Hybrid Ensemble Method for Detecting Cyber-Attacks in Water Distribution Systems Using the BATADAL Dataset

Authors: Waqas Ahmed
Published: 2025-12-16

Source: https://arxiv.org/abs/2512.14422

Labels Predicted by AI

Ensemble Learning Anomaly Detection Algorithm Feature Importance Analysis

Please note that these labels were automatically added by AI. Therefore, they may not be entirely accurate.
For more details, please see the About the Literature Database page.

Abstract

The cybersecurity of Industrial Control Systems that manage critical infrastructure such as Water Distribution Systems has become increasingly important as digital connectivity expands. BATADAL benchmark data is a good source of testing intrusion detection techniques, but it presents several important problems, such as imbalance in the number of classes, multivariate time dependence, and stealthy attacks. We consider a hybrid ensemble learning model that will enhance the detection ability of cyber-attacks in WDS by using the complementary capabilities of machine learning and deep learning models. Three base learners, namely, Random Forest , eXtreme Gradient Boosting , and Long Short-Term Memory network, have been strictly compared and seven ensemble types using simple averaged and stacked learning with a logistic regression meta-learner. Random Forest analysis identified top predictors turned into temporal and statistical features, and Synthetic Minority Oversampling Technique (SMOTE) was used to overcome the class imbalance issue. The analyics indicates that the single Long Short-Term Memory network model is of poor performance (F1 = 0.000, AUC = 0.4460), but tree-based models, especially eXtreme Gradient Boosting, perform well (F1 = 0.7470, AUC=0.9684).
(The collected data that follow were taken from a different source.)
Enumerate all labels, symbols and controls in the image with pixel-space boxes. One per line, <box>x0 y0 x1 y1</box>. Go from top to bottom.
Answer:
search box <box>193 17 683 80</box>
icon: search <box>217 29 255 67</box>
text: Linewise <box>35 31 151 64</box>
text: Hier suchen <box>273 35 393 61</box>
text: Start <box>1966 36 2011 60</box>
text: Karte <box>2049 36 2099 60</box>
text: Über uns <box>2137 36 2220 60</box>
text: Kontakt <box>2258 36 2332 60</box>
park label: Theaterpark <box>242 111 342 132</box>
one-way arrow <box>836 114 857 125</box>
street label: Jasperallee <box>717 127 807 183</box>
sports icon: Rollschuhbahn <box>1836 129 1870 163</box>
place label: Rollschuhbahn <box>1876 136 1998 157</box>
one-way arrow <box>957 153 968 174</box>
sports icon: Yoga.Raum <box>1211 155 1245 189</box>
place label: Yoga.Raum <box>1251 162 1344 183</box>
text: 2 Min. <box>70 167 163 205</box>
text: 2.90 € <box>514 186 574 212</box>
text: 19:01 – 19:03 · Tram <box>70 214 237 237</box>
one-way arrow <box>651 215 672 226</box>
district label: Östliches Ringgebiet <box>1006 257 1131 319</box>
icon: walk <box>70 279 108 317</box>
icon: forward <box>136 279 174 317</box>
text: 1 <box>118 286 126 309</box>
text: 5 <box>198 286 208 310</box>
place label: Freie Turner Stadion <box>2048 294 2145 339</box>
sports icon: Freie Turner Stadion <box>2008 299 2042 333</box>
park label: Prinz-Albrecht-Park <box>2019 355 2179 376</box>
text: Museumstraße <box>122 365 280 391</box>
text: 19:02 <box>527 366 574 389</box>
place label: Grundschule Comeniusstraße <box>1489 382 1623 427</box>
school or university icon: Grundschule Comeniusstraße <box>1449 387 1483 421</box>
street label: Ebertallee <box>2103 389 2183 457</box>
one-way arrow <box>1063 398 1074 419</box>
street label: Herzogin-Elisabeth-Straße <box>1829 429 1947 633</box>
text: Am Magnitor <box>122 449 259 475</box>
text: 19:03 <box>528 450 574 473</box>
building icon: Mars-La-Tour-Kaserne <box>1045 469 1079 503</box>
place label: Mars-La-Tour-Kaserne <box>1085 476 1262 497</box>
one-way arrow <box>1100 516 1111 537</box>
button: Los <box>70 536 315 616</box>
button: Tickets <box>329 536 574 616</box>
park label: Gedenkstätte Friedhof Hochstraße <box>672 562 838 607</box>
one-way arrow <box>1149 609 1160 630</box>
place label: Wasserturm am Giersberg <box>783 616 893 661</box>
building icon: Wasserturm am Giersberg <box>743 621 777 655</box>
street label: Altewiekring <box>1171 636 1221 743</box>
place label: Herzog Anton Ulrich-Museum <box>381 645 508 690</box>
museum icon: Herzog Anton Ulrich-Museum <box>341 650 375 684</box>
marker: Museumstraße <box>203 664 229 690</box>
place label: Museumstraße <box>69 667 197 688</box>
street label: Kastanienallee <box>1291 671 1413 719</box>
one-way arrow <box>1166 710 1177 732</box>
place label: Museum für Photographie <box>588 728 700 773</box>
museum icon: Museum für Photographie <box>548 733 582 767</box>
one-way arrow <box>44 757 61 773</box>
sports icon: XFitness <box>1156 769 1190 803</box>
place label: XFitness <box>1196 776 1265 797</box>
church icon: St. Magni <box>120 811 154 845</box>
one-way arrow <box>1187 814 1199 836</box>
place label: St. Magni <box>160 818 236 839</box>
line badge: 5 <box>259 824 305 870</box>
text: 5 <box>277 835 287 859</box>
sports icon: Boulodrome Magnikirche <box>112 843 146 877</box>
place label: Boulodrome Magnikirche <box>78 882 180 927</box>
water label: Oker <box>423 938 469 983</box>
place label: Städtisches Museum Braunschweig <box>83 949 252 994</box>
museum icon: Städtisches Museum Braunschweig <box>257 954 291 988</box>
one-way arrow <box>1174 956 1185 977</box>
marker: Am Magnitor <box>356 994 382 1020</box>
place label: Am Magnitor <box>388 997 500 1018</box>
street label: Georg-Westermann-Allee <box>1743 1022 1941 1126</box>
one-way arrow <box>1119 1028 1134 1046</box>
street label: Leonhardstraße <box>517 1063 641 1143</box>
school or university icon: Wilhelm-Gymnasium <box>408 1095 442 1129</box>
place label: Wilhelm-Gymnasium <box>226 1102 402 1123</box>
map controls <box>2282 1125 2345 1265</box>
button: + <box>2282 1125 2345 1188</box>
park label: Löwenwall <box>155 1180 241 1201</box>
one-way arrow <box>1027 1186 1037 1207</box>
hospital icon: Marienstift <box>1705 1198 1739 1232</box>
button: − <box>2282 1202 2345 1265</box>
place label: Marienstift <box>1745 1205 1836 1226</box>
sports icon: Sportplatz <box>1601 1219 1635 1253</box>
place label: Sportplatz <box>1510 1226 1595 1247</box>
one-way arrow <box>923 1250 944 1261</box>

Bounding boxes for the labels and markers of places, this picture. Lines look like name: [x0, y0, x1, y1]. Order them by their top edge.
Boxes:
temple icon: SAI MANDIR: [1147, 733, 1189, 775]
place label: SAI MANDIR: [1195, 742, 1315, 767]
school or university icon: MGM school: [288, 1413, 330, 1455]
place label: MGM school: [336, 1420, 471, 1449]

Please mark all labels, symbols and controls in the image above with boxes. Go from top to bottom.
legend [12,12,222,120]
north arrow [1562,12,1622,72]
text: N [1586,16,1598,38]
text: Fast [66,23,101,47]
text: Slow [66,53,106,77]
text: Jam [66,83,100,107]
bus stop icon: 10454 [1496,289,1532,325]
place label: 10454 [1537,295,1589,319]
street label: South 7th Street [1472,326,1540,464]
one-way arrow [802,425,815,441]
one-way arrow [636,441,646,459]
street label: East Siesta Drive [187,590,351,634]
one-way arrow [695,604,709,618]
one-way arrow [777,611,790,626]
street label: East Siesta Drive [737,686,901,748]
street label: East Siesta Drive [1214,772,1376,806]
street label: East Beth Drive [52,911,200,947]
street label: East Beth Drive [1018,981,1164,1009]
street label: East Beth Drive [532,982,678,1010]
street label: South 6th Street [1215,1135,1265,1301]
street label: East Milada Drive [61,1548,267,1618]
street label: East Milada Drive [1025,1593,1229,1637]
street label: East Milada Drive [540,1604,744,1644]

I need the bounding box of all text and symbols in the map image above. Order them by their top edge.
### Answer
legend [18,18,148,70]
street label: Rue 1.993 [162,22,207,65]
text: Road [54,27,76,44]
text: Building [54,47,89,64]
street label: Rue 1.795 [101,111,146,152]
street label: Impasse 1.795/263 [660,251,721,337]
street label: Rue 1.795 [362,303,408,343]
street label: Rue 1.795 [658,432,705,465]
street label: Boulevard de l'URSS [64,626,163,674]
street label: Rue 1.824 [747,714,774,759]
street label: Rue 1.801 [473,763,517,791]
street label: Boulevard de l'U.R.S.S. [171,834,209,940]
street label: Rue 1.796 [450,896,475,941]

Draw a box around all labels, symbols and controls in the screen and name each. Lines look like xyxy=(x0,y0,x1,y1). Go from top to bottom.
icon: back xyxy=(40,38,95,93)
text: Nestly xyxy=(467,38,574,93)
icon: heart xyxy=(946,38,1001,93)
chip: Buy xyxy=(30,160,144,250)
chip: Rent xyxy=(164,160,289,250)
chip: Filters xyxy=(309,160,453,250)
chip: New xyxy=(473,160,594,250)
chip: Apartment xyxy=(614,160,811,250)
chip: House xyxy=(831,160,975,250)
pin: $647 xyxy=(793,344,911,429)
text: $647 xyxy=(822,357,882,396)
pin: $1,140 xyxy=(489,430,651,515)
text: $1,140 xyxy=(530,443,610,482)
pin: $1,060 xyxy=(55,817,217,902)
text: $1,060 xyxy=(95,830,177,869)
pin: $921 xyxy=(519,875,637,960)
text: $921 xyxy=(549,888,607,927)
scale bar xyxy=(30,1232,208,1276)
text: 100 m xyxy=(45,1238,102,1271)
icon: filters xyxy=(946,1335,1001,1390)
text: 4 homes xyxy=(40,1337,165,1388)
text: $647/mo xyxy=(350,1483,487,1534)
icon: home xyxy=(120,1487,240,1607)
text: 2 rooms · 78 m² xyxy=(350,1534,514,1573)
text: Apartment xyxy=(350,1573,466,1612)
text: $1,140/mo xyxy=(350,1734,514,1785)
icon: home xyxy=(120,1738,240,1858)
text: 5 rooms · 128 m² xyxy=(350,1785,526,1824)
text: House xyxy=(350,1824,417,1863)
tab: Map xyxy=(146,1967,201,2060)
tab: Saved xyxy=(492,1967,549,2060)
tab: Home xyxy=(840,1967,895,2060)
The hybrid stacked ensemble of Random Forest , eXtreme Gradient Boosting , and Long Short-Term Memory network scored the highest, with the attack class of 0.7205 with an F1-score and a AUC of 0.9826 indicating that the heterogeneous stacking between model precision and generalization can work. The proposed framework establishes a robust and scalable solution for cyber-attack detection in time-dependent industrial systems, integrating temporal learning and ensemble diversity to support the secure operation of critical infrastructure.